RENAN MARRA
SÃO PAULO, SP (CBS NEWS) – Os Estados Unidos criaram o Plano Marshall para reconstruir a Europa capitalista após a Segunda Guerra Mundial (1939-1945) e despejaram o equivalente hoje a cerca de US$ 170 bilhões (R$ 915,3 bi), no valor ajustado pela inflação, em 17 países do continente.
Quase metade dessa quantia será necessária, segundo organizações internacionais, para reerguer a Faixa de Gaza, território do tamanho de um quarto do município de São Paulo que foi devastado por dois anos de guerra entre Israel e Hamas.
A reconstrução da faixa, reduzida a escombros, poderá levar décadas e custará ao menos US$ 70 bilhões (R$ 377 bi), segundo as Nações Unidas. Desde outubro de 2023, quando o conflito começou, cerca de 80% das estruturas de Gaza foram destruídas ou danificadas, de acordo com o Centro de Satélites da ONU.

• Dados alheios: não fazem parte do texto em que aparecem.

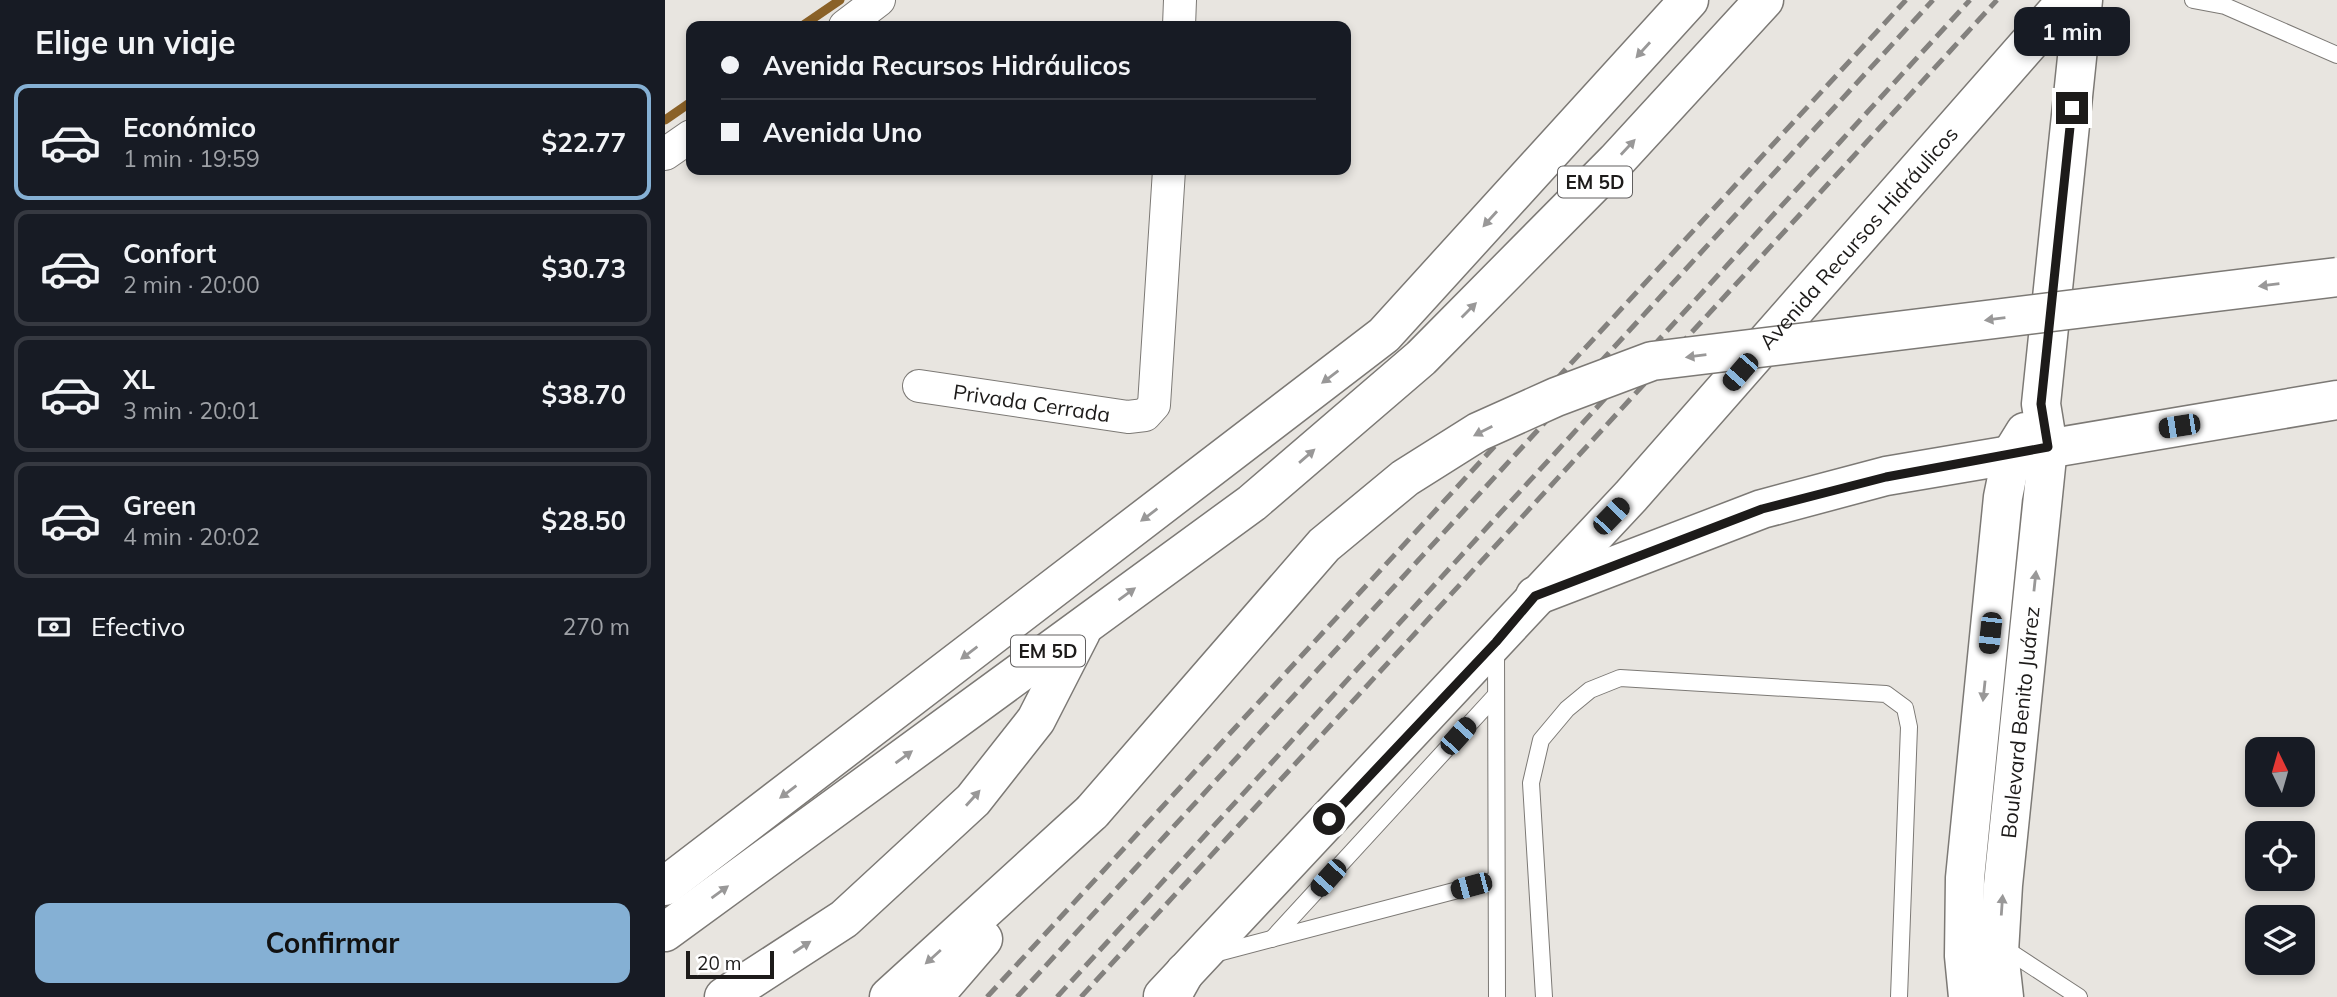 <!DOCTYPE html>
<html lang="es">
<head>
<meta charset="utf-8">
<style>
	:root { --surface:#171b24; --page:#20242c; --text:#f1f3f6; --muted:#9ea1a6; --line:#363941; --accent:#85b0d4 }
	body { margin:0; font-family:Mulish,sans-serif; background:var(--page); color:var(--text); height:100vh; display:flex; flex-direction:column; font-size:26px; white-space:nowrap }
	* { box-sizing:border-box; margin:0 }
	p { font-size:23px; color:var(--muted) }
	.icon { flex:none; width:38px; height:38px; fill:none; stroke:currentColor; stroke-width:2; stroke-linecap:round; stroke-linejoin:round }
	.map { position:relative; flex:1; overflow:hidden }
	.side { display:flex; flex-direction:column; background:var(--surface); width:665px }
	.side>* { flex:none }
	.top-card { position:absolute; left:21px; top:21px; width:665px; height:154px; border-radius:14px; box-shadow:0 4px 10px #0003; display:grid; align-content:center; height:154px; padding:0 35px; background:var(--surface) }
	.needle { width:46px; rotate:355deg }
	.fabs { position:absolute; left:1580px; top:737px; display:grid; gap:14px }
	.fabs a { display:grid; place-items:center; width:70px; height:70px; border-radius:14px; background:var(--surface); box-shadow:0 4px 10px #0003; font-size:35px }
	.scale { position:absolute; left:21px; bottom:18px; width:88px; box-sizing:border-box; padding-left:7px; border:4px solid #1d1b1a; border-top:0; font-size:19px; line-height:24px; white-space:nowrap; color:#1d1b1a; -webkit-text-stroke:5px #fff; paint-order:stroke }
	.end { position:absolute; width:32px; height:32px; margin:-16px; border:9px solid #1d1b1a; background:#fff; box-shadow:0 0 0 4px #fff }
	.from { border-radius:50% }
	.bubble { position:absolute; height:49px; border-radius:14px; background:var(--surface); box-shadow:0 4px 10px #0003; font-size:23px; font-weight:700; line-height:49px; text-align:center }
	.car { position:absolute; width:21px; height:42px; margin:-21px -10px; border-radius:9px; box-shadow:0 0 5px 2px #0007; background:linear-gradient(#222 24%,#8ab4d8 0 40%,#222 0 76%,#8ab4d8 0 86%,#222 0) }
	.top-card b { display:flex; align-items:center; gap:24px; height:66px; font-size:26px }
	.top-card b+b { border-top:2px solid var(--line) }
	.top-card i { width:18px; height:18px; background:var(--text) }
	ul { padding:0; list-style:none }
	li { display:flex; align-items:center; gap:21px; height:116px; margin:0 14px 10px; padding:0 21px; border:4px solid var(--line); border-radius:14px }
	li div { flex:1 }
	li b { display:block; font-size:26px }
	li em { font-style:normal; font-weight:700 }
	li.current { border-color:var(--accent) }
	li>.icon { width:63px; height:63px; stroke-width:1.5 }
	h2 { padding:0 35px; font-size:32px; line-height:84px }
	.pay { display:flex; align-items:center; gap:18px; height:77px; padding:0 35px; font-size:26px }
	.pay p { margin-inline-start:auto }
	.button { display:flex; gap:14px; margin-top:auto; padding:14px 35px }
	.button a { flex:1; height:80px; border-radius:14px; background:var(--accent); color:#111; font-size:28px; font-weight:700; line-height:80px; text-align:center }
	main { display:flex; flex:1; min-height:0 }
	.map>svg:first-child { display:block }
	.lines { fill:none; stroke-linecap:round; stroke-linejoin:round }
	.stream { stroke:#8a6127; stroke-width:9 }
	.lane-casing { stroke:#7c7975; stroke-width:18 }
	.street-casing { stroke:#7c7975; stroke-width:34 }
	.secondary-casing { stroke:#7c7975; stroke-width:41 }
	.primary-casing { stroke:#7c7975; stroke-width:41 }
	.highway-casing { stroke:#7c7975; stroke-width:41 }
	.lane { stroke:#fff; stroke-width:16 }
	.street { stroke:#fff; stroke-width:32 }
	.secondary { stroke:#fff; stroke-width:38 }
	.primary { stroke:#fff; stroke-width:38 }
	.highway { stroke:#fff; stroke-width:38 }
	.rail { stroke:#83817e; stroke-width:5; stroke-dasharray:14 7; stroke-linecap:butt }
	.highway-bridge-casing { stroke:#7c7975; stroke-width:41; stroke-linecap:butt }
	.highway-bridge { stroke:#fff; stroke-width:38 }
	.oneway { fill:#999898 }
	.route { stroke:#1d1b1a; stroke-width:9 }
	.labels { text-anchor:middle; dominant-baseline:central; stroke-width:7; stroke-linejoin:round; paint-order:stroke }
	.shield { fill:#fff; stroke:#615f5f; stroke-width:2 }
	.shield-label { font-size:19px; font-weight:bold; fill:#1d1b1a }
	.street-label { font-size:21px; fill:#1d1b1a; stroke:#fff }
</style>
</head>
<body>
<main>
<section class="side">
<h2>Elige un viaje</h2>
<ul>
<li class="current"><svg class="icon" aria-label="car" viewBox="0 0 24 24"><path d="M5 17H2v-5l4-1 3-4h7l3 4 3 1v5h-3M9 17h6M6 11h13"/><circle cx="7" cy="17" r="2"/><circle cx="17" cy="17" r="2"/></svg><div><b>Económico</b><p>1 min · 19:59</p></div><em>$22.77</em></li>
<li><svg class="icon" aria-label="car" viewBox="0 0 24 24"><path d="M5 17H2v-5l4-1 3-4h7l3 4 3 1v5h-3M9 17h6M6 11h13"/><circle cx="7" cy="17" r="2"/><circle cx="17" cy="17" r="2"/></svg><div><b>Confort</b><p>2 min · 20:00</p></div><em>$30.73</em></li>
<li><svg class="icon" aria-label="car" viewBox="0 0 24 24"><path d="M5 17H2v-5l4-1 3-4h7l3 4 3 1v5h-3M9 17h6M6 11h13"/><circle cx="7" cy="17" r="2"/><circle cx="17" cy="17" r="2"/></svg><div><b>XL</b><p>3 min · 20:01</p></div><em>$38.70</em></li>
<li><svg class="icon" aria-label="car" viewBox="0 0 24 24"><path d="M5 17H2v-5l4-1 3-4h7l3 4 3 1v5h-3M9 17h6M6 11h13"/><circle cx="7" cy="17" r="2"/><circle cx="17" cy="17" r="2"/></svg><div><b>Green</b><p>4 min · 20:02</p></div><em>$28.50</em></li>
</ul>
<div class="pay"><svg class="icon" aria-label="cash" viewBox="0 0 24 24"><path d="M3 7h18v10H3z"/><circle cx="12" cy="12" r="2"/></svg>Efectivo<p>270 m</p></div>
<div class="button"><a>Confirmar</a></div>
</section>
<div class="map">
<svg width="1672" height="997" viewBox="0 0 1672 997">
	<rect width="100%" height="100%" fill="#e8e5e0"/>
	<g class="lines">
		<g class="stream">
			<polyline points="137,26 175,0"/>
			<polyline points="0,120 26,102"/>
		</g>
		<g class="lane-casing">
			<g id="lane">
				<polyline points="1528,0 1560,6 1672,55"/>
				<polyline points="831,648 832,997"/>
				<polyline points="607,939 831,695"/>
				<polyline points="1336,946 1414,997"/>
				<polyline points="549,954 831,880"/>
				<polyline points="879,997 866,783 876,740 902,709 925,690 955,678 1221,694 1240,708 1244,727 1234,997"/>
			</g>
		</g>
		<g class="street-casing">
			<g id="street">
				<polyline points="180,26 214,0"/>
				<polyline points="514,26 515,0"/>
				<polyline points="0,154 26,136"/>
				<path id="s1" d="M254,386L463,417L480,415L489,405L504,170"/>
			</g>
		</g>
		<g class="secondary-casing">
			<g id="secondary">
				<polyline points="870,596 1097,509 1221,476 1672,400"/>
				<polyline points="1303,997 1299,956 1300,878 1338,497 1347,453 1360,432"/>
				<path id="s2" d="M1339,997L1334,952L1338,885L1383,447L1376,404L1418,0"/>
			</g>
		</g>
		<g class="primary-casing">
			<g id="primary">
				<path id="s3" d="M498,996L966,496L1402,0"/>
			</g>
		</g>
		<g class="highway-casing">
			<g id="highway">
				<polyline points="0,886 719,335 1024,0"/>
				<polyline points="0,932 587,503 756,358 951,161 1099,0"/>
				<polyline points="59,997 179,919 308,800 371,720 416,632"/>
				<polyline points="224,997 427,812"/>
				<polyline points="268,997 318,939"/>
				<polyline points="506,997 520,972"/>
			</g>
		</g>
		<use href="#lane" class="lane"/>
		<use href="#street" class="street"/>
		<use href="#secondary" class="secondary"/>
		<use href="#primary" class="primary"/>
		<use href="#highway" class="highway"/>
		<g class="rail">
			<polyline points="322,997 1241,0"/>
			<polyline points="352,997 1268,0"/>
			<polyline points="392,997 1305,0"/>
			<polyline points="416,997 1332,0"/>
		</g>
		<g class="highway-bridge-casing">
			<polyline id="highway-bridge" points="427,812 659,545 740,478 813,432 891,397 987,361 1672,277"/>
		</g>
		<use href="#highway-bridge" class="highway-bridge"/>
	</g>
	<defs><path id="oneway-solid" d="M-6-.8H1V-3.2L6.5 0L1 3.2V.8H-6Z" transform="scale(1.75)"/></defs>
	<g class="oneway">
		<use href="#oneway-solid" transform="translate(978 50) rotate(132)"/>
		<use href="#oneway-solid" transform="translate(963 147) rotate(-47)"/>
		<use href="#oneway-solid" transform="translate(825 219) rotate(132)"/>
		<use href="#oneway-solid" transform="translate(1604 285) rotate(173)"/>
		<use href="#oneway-solid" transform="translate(804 310) rotate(-45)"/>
		<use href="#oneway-solid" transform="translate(1330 319) rotate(173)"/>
		<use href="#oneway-solid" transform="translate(1031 356) rotate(173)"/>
		<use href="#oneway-solid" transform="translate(665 377) rotate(143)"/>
		<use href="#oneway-solid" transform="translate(818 431) rotate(153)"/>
		<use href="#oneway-solid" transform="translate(642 456) rotate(-41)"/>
		<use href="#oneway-solid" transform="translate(484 515) rotate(143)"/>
		<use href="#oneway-solid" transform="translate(1370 581) rotate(-84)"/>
		<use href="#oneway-solid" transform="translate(462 594) rotate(-36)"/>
		<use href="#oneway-solid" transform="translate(304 653) rotate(143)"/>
		<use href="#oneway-solid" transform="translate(1319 691) rotate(96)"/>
		<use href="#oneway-solid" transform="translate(239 757) rotate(-36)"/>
		<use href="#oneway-solid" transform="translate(123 792) rotate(143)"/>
		<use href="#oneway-solid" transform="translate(308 798) rotate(-48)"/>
		<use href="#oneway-solid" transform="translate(55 892) rotate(-36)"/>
		<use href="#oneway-solid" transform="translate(1337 905) rotate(-86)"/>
		<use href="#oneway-solid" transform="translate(137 947) rotate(-33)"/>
		<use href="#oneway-solid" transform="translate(268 957) rotate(138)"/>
	</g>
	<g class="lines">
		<polyline class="route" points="664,819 831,642 870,596 1097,509 1221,477 1383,447 1376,404 1407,108"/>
	</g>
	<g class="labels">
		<g class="shield">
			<rect x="893" y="166.5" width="74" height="31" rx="5"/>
			<rect x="346" y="635.5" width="74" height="31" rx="5"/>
		</g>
		<g class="shield-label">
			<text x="930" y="182">EM 5D</text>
			<text x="383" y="651">EM 5D</text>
		</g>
		<g class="street-label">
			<text stroke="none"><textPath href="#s3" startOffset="1029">Avenida Recursos Hidráulicos</textPath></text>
			<text stroke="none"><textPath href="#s1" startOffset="114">Privada Cerrada</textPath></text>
			<text stroke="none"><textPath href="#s2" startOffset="276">Boulevard Benito Juárez</textPath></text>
		</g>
	</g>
</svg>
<div class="fabs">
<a><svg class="needle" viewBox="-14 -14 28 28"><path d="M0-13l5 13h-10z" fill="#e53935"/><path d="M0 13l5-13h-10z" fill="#9ea1a6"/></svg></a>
<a><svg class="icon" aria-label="locate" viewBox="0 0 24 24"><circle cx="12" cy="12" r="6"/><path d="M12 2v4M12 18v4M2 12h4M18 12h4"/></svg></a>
<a><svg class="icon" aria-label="layers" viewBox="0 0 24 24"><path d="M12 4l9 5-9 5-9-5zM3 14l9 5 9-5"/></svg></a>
</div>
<div class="scale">20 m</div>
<i class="end from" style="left:664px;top:819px"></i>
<i class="end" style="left:1407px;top:108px"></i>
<div class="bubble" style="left:1349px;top:7px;width:116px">1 min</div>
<i class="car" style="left:1075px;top:372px;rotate:221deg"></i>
<i class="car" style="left:1514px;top:426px;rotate:261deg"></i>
<i class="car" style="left:946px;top:516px;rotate:44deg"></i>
<i class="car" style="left:1325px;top:633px;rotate:186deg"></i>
<i class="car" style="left:793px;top:736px;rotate:42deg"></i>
<i class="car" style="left:663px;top:878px;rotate:222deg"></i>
<i class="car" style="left:806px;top:886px;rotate:255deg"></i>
<div class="top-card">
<b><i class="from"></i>Avenida Recursos Hidráulicos</b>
<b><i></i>Avenida Uno</b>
</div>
</div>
</main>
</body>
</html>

Hospitais, escolas, redes de energia e sistemas de água e de esgoto foram comprometidos, o que deixou mais de 2 milhões de pessoas em situação de emergência humanitária. O restabelecimento desses serviços, segundo especialistas, exigirá esforço semelhante ao feito aos europeus no pós-guerra.
A diferença é que, enquanto o Plano Marshall foi criado com ambiente de relativa estabilidade, os planos para reestruturar Gaza têm obstáculos que vão além de questões financeiras. O principal deles é político.
O território continua sob bloqueio imposto por Israel e, mesmo com o acordo para cessar-fogo assinado há três semanas, tem sido bombardeado pelas forças de Tel Aviv. O Estado judeu acusa o grupo terrorista Hamas de desrespeitar o pacto e justifica as ações com o argumento de legítima defesa.
“Embora Gaza seja relativamente pequena, a reconstrução será complexa por vários motivos: primeiro, não acontecerão investimentos massivos sem que o território esteja pacificado; segundo, a área está arrasada, e os volumes de materiais necessários serão muito grandes, porém não há serviços de ferrovia ou de rodovia”, diz o economista Marcio Sette Fortes, professor de Relações Internacionais do Ibmec-RJ.
Fortes, ex-diretor do Banco Interamericano de Desenvolvimento, diz que os recursos para Gaza terão de ser transportados, sobretudo, pela via marítima, uma vez que o território não tem capacidade para produção própria. “Mesmo a Segunda Guerra não destruiu a infraestrutura completa dos países europeus, que conseguiram manter parte de seus meios de produção. Em Gaza, é diferente”, afirma.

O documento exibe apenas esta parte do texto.